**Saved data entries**
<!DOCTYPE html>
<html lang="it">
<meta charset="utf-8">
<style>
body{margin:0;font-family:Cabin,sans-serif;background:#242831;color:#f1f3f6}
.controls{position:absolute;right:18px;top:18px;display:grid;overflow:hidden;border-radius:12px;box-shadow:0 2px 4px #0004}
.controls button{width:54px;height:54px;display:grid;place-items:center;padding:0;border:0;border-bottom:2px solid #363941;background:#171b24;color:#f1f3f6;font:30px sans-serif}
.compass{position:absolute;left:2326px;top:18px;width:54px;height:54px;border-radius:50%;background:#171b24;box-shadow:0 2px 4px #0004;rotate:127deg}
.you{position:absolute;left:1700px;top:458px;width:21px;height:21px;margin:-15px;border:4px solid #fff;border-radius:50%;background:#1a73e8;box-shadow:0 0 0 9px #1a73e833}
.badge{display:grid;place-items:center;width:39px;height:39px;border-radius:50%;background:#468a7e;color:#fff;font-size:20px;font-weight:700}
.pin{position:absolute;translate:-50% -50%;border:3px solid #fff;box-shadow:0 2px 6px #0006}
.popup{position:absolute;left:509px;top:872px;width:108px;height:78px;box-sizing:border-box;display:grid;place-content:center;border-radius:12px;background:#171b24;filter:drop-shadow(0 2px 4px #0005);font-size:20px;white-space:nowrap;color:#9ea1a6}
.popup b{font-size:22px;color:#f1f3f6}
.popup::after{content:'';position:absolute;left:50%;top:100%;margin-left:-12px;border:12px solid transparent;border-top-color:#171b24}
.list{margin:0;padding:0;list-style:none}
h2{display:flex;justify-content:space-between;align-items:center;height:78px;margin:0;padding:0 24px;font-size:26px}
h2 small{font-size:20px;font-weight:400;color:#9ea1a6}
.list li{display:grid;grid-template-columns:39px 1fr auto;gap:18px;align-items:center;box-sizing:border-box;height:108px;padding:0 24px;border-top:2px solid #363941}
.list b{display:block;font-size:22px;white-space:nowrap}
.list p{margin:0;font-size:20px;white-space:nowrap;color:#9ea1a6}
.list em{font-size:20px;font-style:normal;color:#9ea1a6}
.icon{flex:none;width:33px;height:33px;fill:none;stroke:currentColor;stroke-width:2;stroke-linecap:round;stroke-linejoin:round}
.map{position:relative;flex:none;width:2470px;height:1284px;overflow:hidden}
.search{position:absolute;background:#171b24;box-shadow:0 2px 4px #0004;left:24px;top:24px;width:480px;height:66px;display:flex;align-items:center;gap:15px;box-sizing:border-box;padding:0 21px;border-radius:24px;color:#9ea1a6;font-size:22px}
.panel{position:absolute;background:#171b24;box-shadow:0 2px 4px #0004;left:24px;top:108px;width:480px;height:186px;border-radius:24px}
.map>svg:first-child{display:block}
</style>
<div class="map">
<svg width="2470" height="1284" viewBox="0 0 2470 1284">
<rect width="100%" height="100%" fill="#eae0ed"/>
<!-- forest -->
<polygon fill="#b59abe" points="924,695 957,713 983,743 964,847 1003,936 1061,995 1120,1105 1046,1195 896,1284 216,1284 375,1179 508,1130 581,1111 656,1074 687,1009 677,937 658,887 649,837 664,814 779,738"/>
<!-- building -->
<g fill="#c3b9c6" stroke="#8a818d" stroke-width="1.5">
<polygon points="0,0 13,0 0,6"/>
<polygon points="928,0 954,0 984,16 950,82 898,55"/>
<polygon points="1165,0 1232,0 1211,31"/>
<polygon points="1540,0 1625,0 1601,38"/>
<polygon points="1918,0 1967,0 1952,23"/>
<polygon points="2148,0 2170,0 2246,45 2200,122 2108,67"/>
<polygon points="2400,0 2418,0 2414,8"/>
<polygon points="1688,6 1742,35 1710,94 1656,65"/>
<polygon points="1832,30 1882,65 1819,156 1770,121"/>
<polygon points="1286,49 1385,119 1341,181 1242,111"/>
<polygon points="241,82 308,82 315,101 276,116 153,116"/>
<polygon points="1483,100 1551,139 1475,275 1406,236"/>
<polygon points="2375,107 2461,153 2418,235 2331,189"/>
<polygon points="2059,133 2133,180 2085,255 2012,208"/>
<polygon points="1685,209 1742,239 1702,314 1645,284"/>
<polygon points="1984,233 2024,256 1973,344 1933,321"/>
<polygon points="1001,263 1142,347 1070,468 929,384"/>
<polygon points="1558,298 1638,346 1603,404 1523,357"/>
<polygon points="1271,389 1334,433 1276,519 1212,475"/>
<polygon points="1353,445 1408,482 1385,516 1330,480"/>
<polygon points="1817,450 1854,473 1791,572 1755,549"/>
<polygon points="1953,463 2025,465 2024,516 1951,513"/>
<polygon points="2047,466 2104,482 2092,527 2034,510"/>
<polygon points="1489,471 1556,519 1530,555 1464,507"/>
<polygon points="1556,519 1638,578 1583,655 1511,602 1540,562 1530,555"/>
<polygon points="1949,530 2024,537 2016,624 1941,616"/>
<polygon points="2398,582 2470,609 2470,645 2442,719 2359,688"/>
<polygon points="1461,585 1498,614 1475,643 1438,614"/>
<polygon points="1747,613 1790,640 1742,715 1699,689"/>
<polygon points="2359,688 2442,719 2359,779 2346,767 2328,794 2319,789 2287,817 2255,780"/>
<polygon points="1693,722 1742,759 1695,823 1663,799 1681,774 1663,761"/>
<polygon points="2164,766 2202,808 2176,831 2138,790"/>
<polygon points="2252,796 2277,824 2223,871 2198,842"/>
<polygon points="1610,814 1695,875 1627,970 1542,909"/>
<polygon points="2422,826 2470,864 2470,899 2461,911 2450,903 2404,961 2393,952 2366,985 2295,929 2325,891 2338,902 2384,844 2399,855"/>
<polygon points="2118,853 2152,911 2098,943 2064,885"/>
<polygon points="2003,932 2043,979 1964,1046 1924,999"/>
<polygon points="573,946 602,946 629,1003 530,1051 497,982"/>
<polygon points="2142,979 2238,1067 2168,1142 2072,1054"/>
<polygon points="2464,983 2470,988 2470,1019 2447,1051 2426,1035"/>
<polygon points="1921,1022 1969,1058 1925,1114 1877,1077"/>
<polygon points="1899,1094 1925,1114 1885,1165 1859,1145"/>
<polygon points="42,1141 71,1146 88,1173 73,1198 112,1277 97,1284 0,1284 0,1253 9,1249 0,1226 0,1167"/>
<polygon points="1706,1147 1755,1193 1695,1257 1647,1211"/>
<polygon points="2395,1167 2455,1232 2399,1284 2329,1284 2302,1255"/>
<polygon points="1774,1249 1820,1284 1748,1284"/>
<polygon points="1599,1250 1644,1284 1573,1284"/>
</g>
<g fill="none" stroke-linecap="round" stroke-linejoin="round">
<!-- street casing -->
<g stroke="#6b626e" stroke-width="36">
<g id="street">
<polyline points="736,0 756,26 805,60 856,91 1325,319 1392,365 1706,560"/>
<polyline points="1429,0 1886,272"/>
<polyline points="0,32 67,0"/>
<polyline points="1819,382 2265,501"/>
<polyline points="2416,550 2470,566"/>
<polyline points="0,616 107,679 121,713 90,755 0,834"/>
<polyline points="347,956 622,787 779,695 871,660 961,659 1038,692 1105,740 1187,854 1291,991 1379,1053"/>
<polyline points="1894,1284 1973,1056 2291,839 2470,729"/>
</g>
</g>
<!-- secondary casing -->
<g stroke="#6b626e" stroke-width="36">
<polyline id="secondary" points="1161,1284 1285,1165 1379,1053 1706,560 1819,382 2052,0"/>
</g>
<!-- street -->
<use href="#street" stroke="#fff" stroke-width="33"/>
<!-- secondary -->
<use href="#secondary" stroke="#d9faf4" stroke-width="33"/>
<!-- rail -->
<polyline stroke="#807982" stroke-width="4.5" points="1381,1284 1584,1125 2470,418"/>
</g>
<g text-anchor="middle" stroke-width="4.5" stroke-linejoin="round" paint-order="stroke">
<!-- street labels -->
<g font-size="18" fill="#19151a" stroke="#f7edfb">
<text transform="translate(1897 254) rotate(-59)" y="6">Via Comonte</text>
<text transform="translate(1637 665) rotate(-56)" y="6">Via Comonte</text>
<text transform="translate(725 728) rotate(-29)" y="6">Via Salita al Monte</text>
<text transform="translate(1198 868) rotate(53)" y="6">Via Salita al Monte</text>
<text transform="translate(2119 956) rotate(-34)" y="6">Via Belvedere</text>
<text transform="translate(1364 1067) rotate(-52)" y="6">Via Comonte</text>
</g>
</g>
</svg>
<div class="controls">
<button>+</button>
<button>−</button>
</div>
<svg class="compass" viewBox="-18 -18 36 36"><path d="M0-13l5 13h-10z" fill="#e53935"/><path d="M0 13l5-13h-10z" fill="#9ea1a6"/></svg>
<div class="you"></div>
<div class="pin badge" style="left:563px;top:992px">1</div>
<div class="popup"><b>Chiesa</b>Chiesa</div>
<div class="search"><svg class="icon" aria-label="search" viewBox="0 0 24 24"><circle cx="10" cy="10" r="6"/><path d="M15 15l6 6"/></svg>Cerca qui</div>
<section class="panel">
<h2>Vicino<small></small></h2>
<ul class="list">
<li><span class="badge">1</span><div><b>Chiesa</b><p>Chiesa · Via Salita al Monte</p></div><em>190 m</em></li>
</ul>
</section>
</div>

**What the task requires**
For every line of the records above that holds the word "controls", count one, and state the total only.

**Solution below**
3